While I’ve occasionally gotten into a rhythm, the climb mostly has been a stuttering, herky-jerking up the rope. To my right, Genevieve Summers ascends with the effortless grace of a sinewy ballerina, silently floating through the air. Summers sold her chimney sweep business in 1999 to concentrate on Dancing with Trees, a Georgia company that offers lessons and leads expeditions into trees large and small. She spent the last week as the safety chief and a rigger for a Japanese team that ascended the Stagg two days earlier. But she couldn’t resist a little more tree time and invited me to join her for an overnight stay aloft.
Summers hopes by tomorrow morning I’ll understand why she fell so deeply in love with recreational tree climbing on her first date, an afternoon a decade ago when she took her sons for a trip into leaf heaven at an Atlanta climbing school. "I went up the rope and I just never came down,” she says. “Trees touch me in ways nothing else has touched me. There's an intrinsic connection we have with trees that people know in their guts. People are different when they come down out of trees.”
We’ll see. I’ve got a long night ahead in the Stagg tree to find out for myself.
My introduction to Summers and my trip into the giant tree in California’s Sierra Nevadas came courtesy of Peter “Treeman” Jenkins, the Abner Doubleday of recreational tree climbing.
Jenkins is the founder of Tree Climbers International (www.treeclimbing,com), a group of about 600 grownups seriously dedicated to the childhood joys of going out on a limb. From tulip poplars in North Carolina to beeches in England to Baobab trees in Botswana (beware the pythons) they follow the organization's motto: "Get High -- Climb Trees." Several times a year, these modern Tarzans and Janes organize overnight stays, rigging sleeping hammocks called "treeboats" between branches high off the forest floor.

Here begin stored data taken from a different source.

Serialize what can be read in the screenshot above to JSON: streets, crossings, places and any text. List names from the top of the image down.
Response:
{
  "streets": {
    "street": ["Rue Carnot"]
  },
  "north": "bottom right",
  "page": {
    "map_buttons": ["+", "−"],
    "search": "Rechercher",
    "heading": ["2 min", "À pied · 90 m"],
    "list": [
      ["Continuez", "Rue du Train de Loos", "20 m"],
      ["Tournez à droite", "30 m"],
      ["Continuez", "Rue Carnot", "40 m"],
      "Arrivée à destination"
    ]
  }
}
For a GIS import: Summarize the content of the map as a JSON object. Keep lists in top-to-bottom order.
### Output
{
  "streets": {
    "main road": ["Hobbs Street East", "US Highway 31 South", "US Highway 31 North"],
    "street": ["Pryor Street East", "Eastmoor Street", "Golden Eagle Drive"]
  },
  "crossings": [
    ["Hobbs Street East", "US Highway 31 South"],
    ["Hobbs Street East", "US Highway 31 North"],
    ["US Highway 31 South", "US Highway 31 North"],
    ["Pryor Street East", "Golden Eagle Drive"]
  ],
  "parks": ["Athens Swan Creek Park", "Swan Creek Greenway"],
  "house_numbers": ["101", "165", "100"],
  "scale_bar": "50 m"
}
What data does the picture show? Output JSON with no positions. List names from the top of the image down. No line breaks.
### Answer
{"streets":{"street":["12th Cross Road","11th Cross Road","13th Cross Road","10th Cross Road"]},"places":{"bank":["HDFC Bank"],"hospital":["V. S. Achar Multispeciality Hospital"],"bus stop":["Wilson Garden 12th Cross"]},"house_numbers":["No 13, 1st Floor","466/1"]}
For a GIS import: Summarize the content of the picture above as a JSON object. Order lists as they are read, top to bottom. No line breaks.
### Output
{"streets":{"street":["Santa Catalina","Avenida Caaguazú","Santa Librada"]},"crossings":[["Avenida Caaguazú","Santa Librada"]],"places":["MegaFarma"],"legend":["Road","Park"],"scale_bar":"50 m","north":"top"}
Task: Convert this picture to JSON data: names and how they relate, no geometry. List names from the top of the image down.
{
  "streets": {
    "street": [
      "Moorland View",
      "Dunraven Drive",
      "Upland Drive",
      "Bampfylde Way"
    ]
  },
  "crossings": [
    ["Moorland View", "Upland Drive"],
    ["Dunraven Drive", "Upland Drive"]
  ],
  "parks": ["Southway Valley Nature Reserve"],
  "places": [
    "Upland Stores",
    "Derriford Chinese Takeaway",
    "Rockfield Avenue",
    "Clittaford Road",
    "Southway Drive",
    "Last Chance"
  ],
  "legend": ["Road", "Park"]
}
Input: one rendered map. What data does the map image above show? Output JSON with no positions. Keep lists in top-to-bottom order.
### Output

I’d called Jenkins in Atlanta earlier in the summer to ask if he planned any tall tree climbs and he suggested I join him in California. It was a rare opportunity. Scaling redwoods in national parks generally is prohibited. But this climb would be on private land and had been approved by the owner, with the proviso we sign a waiver of liability in case of death, of course.
For Jenkins, the week promised to be a reunion of his disciples, people who learned their climbing techniques at his school in Atlanta, and have gone forth to spread the word. For me, it was a chance to understand not only what they do, but why they do it.
Jenkins is credited, rightly or wrongly, with inventing recreational tree climbing. He's part absent-minded professor, adrift without his Palm Pilot, and part impetuous boy, probably a necessity for throwing a rope over a limb and pulling yourself into a tree. He's climbed trees in parks, hauled his ropes up behind him and barked as clueless strollers ambled by, looking vainly for the offending dog. He's hung out on a limb and exchanged hoots with owls. He's scaled a 357-foot coastal redwood.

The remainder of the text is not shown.